Scan the material and copy out each line where the word "Strada" occurs.

> DATA
○ ○ ○

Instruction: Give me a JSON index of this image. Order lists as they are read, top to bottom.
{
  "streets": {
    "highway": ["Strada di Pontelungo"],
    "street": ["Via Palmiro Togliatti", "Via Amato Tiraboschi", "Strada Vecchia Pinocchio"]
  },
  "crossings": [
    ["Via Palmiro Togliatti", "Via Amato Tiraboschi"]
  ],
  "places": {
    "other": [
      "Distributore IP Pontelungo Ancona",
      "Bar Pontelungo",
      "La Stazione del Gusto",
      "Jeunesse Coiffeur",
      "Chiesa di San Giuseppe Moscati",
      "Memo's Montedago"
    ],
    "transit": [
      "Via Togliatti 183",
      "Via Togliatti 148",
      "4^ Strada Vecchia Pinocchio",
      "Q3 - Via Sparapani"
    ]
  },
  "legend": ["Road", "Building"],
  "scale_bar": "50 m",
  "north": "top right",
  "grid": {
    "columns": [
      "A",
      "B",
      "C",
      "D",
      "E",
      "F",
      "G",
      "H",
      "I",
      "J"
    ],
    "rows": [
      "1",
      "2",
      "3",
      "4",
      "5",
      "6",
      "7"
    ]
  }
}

○ ○ ○

> RESULT OF THE EXERCISE
    "highway": ["Strada di Pontelungo"],
    "street": ["Via Palmiro Togliatti", "Via Amato Tiraboschi", "Strada Vecchia Pinocchio"]
      "4^ Strada Vecchia Pinocchio",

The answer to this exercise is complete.